Geen cumul van factuurinhouding en schadevergoeding

Op 8 november 2024 sprak het Hof van Cassatie zich uit over een veelvoorkomende discussie in bouwgeschillen. Het ging om de vraag of een opdrachtgever, die schade lijdt door gebrekkig werk van een aannemer, zowel de betaling van een factuur mag weigeren als ook een schadevergoeding mag eisen.

Het Hof gaf hierop een duidelijk antwoord en verduidelijkte daarmee enkele belangrijke juridische principes.

Feitelijke achtergrond en beoordeling door het Hof van Cassatie

De zaak betrof een aannemer die bouwwerken had uitgevoerd ten belope van ongeveer 300.000 euro. Tijdens en na de uitvoering bleken ernstige gebreken, waaronder een lekkend dak. De opdrachtgever weigerde daarom het openstaande saldo van ruim 30.000 euro te betalen en vorderde tevens een schadevergoeding van bijna 20.000 euro.

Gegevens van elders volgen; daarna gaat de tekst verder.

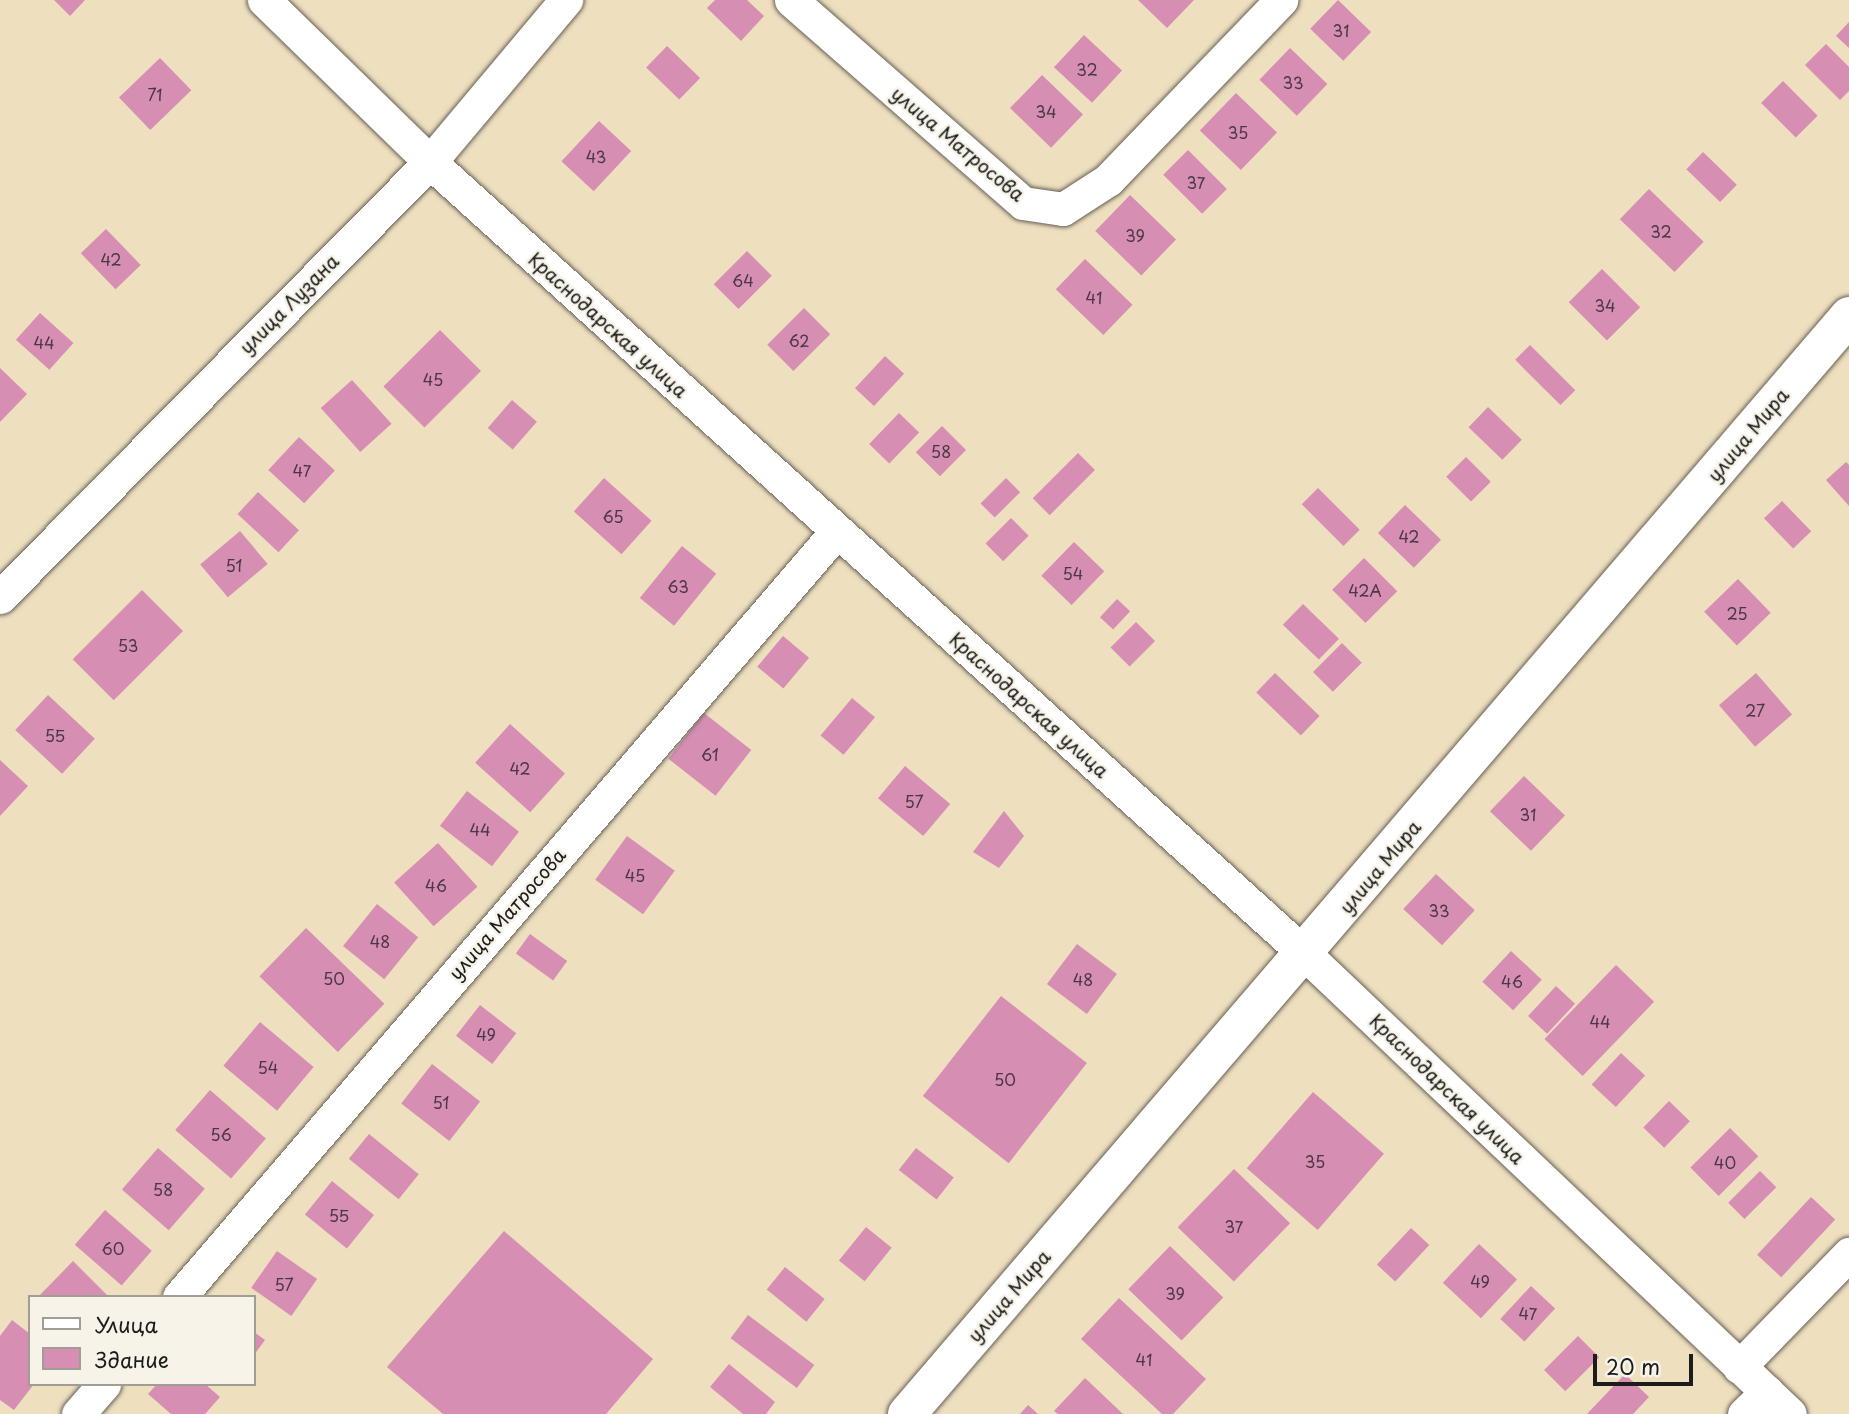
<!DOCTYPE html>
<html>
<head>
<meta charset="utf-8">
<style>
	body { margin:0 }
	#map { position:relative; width:1849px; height:1414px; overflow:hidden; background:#eedfbf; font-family:"Playpen Sans",sans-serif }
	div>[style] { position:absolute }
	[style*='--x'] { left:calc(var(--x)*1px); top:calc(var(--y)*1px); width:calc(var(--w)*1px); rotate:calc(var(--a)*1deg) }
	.building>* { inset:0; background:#d68eb3; transform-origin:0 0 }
	.roads { filter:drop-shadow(0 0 2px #666055) drop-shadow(0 0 2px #666055) }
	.minor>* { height:33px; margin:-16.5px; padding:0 16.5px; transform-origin:16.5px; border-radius:16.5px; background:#fff }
	.major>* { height:38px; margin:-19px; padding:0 19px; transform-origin:19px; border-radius:19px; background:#fff }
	span { translate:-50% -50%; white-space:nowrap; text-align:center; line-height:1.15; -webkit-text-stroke:5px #f7f3e8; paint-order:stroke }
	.number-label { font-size:16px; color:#4a3842 }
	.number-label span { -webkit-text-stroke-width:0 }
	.street-label { font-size:19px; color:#1c1c1c }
	.legend { position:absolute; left:28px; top:1295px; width:228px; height:91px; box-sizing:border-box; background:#f7f3e8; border:2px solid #9f9d96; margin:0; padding:9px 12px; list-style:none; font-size:21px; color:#1c1c1c }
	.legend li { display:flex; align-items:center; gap:14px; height:35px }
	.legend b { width:35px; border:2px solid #9f9d96 }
	.scale { position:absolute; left:1593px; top:1354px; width:100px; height:32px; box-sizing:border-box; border:4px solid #1c1c1c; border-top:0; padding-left:9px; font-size:21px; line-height:24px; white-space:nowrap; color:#1c1c1c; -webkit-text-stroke:5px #f7f3e8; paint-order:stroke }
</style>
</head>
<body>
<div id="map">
	<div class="building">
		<div style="clip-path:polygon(54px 0,85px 0,70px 16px)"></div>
		<div style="clip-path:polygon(715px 0,747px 0,764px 16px,741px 41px,707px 8px)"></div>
		<div style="clip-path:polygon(1138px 0,1194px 0,1167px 28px)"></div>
		<div style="left:1338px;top:0;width:46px;height:40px;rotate:44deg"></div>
		<div style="clip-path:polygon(1849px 22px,1849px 48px,1836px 36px)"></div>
		<div style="left:1084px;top:35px;width:52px;height:44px;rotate:43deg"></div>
		<div style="clip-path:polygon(1826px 44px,1849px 67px,1849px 91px,1840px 100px,1805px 65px)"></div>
		<div style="left:667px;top:46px;width:46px;height:30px;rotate:44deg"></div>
		<div style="left:1290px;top:48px;width:52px;height:44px;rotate:44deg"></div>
		<div style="left:160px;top:58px;width:45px;height:57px;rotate:46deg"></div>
		<div style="left:1042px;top:75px;width:57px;height:46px;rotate:44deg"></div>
		<div style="left:1783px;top:81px;width:49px;height:31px;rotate:45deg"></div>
		<div style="left:1236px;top:93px;width:57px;height:52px;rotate:44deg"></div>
		<div style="left:599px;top:121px;width:44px;height:55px;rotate:43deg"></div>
		<div style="left:1188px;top:150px;width:55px;height:35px;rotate:45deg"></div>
		<div style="left:1703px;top:152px;width:47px;height:24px;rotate:44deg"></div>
		<div style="left:1649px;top:189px;width:76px;height:42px;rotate:44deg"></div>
		<div style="left:1130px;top:195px;width:64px;height:50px;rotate:44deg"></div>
		<div style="left:106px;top:229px;width:50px;height:35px;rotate:46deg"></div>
		<div style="left:747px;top:251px;width:35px;height:47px;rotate:45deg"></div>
		<div style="left:1085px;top:259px;width:66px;height:42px;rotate:44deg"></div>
		<div style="left:1602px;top:269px;width:54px;height:47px;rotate:45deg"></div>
		<div style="left:804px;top:308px;width:37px;height:52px;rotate:45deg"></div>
		<div style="left:40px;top:313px;width:45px;height:36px;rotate:42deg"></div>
		<div style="left:440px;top:330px;width:58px;height:80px;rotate:45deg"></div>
		<div style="left:1530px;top:345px;width:64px;height:21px;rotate:45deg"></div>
		<div style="left:885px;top:356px;width:26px;height:44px;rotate:43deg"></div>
		<div style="clip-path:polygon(0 368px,27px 394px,0 422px)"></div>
		<div style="left:352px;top:380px;width:59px;height:42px;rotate:48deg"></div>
		<div style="left:512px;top:400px;width:33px;height:37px;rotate:41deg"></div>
		<div style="left:1488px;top:407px;width:47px;height:28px;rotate:44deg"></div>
		<div style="left:899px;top:413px;width:28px;height:43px;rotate:44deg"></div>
		<div style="left:942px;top:426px;width:34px;height:37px;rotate:45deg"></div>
		<div style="left:299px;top:437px;width:49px;height:45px;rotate:43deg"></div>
		<div style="left:1078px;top:453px;width:24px;height:64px;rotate:45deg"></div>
		<div style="left:1466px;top:457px;width:35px;height:28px;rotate:45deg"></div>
		<div style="clip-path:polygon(1846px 462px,1849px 465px,1849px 506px,1826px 480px)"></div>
		<div style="left:604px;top:478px;width:64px;height:45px;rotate:42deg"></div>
		<div style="left:1006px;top:478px;width:20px;height:36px;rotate:45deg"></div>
		<div style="left:1318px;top:488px;width:59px;height:23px;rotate:45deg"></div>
		<div style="left:258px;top:492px;width:56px;height:30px;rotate:43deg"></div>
		<div style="left:1782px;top:501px;width:42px;height:25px;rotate:46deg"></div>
		<div style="left:1405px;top:505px;width:50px;height:39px;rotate:44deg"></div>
		<div style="left:1011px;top:518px;width:25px;height:36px;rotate:45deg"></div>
		<div style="left:240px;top:531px;width:43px;height:52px;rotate:50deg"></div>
		<div style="left:1074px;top:542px;width:42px;height:47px;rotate:44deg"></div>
		<div style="left:682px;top:546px;width:44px;height:67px;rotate:39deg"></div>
		<div style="left:1364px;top:558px;width:47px;height:45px;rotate:45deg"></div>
		<div style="left:1738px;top:579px;width:47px;height:47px;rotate:46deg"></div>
		<div style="left:142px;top:590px;width:58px;height:98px;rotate:45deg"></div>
		<div style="left:1117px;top:599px;width:18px;height:25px;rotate:43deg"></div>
		<div style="left:1303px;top:604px;width:50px;height:29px;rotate:44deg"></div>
		<div style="left:1136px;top:622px;width:27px;height:36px;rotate:45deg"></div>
		<div style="left:783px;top:636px;width:34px;height:40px;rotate:40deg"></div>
		<div style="left:1342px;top:643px;width:28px;height:41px;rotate:45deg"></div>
		<div style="left:1275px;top:673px;width:62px;height:27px;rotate:44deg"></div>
		<div style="left:1756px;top:673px;width:55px;height:49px;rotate:49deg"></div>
		<div style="left:48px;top:695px;width:64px;height:48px;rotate:43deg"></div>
		<div style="left:852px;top:698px;width:30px;height:49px;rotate:40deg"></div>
		<div style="left:704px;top:713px;width:60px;height:58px;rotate:38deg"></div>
		<div style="left:510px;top:724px;width:74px;height:52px;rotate:42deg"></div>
		<div style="clip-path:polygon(0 760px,28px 786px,0 816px)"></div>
		<div style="left:905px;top:766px;width:59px;height:42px;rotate:40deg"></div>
		<div style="left:1524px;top:776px;width:57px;height:49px;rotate:44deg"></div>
		<div style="left:467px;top:791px;width:66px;height:44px;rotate:38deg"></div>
		<div style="clip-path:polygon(1004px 811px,1024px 836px,999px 868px,973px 852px)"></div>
		<div style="left:627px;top:836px;width:59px;height:54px;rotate:36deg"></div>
		<div style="left:438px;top:843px;width:59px;height:59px;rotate:48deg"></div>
		<div style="left:1436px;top:874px;width:53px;height:48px;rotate:43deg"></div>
		<div style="left:377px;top:904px;width:53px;height:54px;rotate:39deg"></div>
		<div style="left:306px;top:928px;width:109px;height:67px;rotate:44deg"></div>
		<div style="left:530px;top:934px;width:46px;height:24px;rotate:36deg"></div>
		<div style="left:1077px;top:944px;width:50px;height:50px;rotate:37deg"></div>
		<div style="left:1511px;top:951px;width:42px;height:42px;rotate:43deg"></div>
		<div style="left:1616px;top:965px;width:53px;height:103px;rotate:44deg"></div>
		<div style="left:1556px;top:986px;width:26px;height:41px;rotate:43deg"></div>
		<div style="left:1001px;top:996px;width:109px;height:127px;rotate:38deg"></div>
		<div style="left:480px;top:1005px;width:46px;height:39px;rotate:38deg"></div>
		<div style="left:260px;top:1022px;width:70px;height:57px;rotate:40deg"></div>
		<div style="left:1621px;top:1053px;width:33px;height:43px;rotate:43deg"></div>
		<div style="left:432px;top:1064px;width:61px;height:50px;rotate:38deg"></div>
		<div style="left:210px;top:1090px;width:74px;height:53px;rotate:41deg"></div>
		<div style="left:1313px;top:1092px;width:94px;height:101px;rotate:41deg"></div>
		<div style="left:1669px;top:1101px;width:29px;height:37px;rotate:44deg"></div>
		<div style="left:1730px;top:1128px;width:40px;height:56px;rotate:45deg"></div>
		<div style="left:369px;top:1134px;width:64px;height:32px;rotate:39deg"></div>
		<div style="left:158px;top:1148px;width:62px;height:55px;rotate:41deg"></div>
		<div style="left:916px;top:1148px;width:48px;height:28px;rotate:38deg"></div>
		<div style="left:1234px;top:1169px;width:78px;height:81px;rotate:44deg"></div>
		<div style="left:1760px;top:1171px;width:23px;height:45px;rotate:45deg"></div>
		<div style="left:332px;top:1181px;width:54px;height:43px;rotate:39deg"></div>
		<div style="left:1811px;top:1197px;width:33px;height:79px;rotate:43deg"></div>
		<div style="left:105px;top:1210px;width:62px;height:46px;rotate:41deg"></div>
		<div style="left:866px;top:1227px;width:33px;height:43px;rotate:39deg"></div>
		<div style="left:1411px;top:1228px;width:25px;height:50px;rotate:43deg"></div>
		<div style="clip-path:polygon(504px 1231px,653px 1359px,606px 1414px,443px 1414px,387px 1367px)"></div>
		<div style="left:1479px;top:1244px;width:52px;height:53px;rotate:43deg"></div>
		<div style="left:1170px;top:1246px;width:74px;height:60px;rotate:44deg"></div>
		<div style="left:277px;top:1251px;width:49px;height:45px;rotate:35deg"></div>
		<div style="clip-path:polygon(73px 1261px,109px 1297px,38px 1297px)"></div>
		<div style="left:785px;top:1267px;width:51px;height:29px;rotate:39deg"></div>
		<div style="left:1531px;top:1286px;width:33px;height:45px;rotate:43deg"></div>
		<div style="clip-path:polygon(1119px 1298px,1206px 1379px,1173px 1414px,1162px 1414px,1081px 1339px)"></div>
		<div style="left:748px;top:1315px;width:83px;height:29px;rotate:37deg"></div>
		<div style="clip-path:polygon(12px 1320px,30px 1334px,30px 1384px,34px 1384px,14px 1410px,0 1400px,0 1336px)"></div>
		<div style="clip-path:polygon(254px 1332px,265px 1340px,254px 1355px)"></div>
		<div style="left:1578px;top:1336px;width:30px;height:48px;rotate:45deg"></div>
		<div style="clip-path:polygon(729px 1364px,775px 1402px,766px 1414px,743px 1414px,710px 1387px)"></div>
		<div style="clip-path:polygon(1625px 1374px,1649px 1397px,1633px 1414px,1587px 1414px)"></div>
		<div style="clip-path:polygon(1085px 1378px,1123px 1414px,1058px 1414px,1054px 1411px)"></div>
		<div style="clip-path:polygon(157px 1384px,205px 1384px,220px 1397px,205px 1414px,171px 1414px,148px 1394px)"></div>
		<div style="clip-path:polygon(1028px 1405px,1038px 1414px,1020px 1414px)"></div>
	</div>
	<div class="roads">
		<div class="minor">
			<div style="--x:264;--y:0;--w:232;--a:44.3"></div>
			<div style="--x:430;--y:162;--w:1180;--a:42.15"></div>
			<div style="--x:1305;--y:954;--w:668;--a:43.48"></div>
			<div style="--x:791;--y:0;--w:308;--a:41.2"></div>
			<div style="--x:1023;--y:203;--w:40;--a:8.5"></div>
			<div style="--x:1063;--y:209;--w:54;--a:-32.8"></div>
			<div style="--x:1108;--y:180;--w:250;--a:-46.1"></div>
			<div style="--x:0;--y:597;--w:612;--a:-45.33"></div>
			<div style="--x:430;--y:162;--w:212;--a:-50"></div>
			<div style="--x:179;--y:1297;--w:1008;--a:-49.34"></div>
			<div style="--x:1739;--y:1367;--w:158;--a:-45.8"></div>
			<div style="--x:78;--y:1414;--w:40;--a:-49"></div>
			<div style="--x:1744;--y:1414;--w:32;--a:-44"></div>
		</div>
		<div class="major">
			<div style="--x:907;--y:1414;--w:1447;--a:-49.37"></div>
		</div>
	</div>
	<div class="number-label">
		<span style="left:1341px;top:30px">31</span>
		<span style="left:1087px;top:69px">32</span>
		<span style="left:1293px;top:82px">33</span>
		<span style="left:155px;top:94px">71</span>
		<span style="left:1046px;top:111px">34</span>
		<span style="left:1238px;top:132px">35</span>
		<span style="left:596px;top:156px">43</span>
		<span style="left:1196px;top:182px">37</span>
		<span style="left:1661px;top:231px">32</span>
		<span style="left:1135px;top:235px">39</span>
		<span style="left:111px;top:259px">42</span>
		<span style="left:743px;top:280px">64</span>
		<span style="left:1094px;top:297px">41</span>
		<span style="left:1605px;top:305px">34</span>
		<span style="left:799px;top:340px">62</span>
		<span style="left:44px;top:342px">44</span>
		<span style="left:433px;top:379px">45</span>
		<span style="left:941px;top:451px">58</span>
		<span style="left:302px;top:470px">47</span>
		<span style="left:613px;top:516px">65</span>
		<span style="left:1409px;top:536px">42</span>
		<span style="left:234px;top:565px">51</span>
		<span style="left:1073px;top:573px">54</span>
		<span style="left:678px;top:586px">63</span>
		<span style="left:1365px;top:590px">42А</span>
		<span style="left:1737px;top:613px">25</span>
		<span style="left:128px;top:645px">53</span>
		<span style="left:1755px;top:710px">27</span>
		<span style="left:55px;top:735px">55</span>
		<span style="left:710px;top:754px">61</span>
		<span style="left:520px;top:768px">42</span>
		<span style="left:914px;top:801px">57</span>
		<span style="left:1528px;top:814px">31</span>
		<span style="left:480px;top:829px">44</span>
		<span style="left:635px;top:875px">45</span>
		<span style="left:436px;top:885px">46</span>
		<span style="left:1439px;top:910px">33</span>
		<span style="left:380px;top:941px">48</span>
		<span style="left:334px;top:978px">50</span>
		<span style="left:1083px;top:979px">48</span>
		<span style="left:1512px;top:981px">46</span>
		<span style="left:1600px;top:1021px">44</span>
		<span style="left:486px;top:1034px">49</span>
		<span style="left:268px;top:1067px">54</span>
		<span style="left:1005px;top:1079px">50</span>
		<span style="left:441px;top:1102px">51</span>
		<span style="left:221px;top:1134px">56</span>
		<span style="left:1315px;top:1161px">35</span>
		<span style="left:1725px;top:1162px">40</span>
		<span style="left:163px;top:1189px">58</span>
		<span style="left:339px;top:1215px">55</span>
		<span style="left:1234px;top:1226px">37</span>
		<span style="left:113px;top:1248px">60</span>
		<span style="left:1480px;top:1281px">49</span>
		<span style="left:284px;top:1284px">57</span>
		<span style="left:1175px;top:1293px">39</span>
		<span style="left:1528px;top:1313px">47</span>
		<span style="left:1144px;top:1359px">41</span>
	</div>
	<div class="street-label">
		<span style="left:958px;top:144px;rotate:40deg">улица Матросова</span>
		<span style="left:289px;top:304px;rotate:-45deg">улица Лузана</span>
		<span style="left:608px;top:325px;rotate:42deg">Краснодарская улица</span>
		<span style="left:1748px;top:435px;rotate:-50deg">улица Мира</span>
		<span style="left:1029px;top:705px;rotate:42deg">Краснодарская улица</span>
		<span style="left:1380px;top:867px;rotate:-50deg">улица Мира</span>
		<span style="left:507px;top:914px;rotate:-49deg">улица Матросова</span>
		<span style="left:1447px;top:1089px;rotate:44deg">Краснодарская улица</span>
		<span style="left:1009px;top:1296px;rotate:-49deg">улица Мира</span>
	</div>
	<ul class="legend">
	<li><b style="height:9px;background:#fff"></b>Улица</li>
	<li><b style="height:19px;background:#d68eb3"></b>Здание</li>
	</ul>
	<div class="scale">20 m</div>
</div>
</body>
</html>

Zowel de rechter in eerdere aanleg als het Hof van Beroep gaven de opdrachtgever gelijk. Er werd een schadevergoeding toegekend, en het resterende factuurbedrag hoefde niet te worden betaald.

De aannemer was het daar niet mee eens en ging in cassatie.

Het Hof van Cassatie gaf de aannemer gelijk, en bevestigde dat aan de schadelijder geen hogere vergoeding kan worden toegekend dan de vastgestelde schade.

Integraliteitsbeginsel en wederkerigheidsbeginsel

De uitspraak van het Hof verenigt twee centrale juridische principes.

Enerzijds heeft een schadelijder recht op integrale vergoeding van zijn schade. Een schadevergoeding heeft als doel om de benadeelde partij terug te brengen in de toestand waarin zij zou hebben verkeerd zonder de fout van de andere partij. Dit is het zogenaamde “integraliteitsbeginsel”, vroeger verankerd in artikel 1149 van het Oud Burgerlijk Wetboek en thans in artikel 5.86 van het nieuwe Burgerlijk Wetboek.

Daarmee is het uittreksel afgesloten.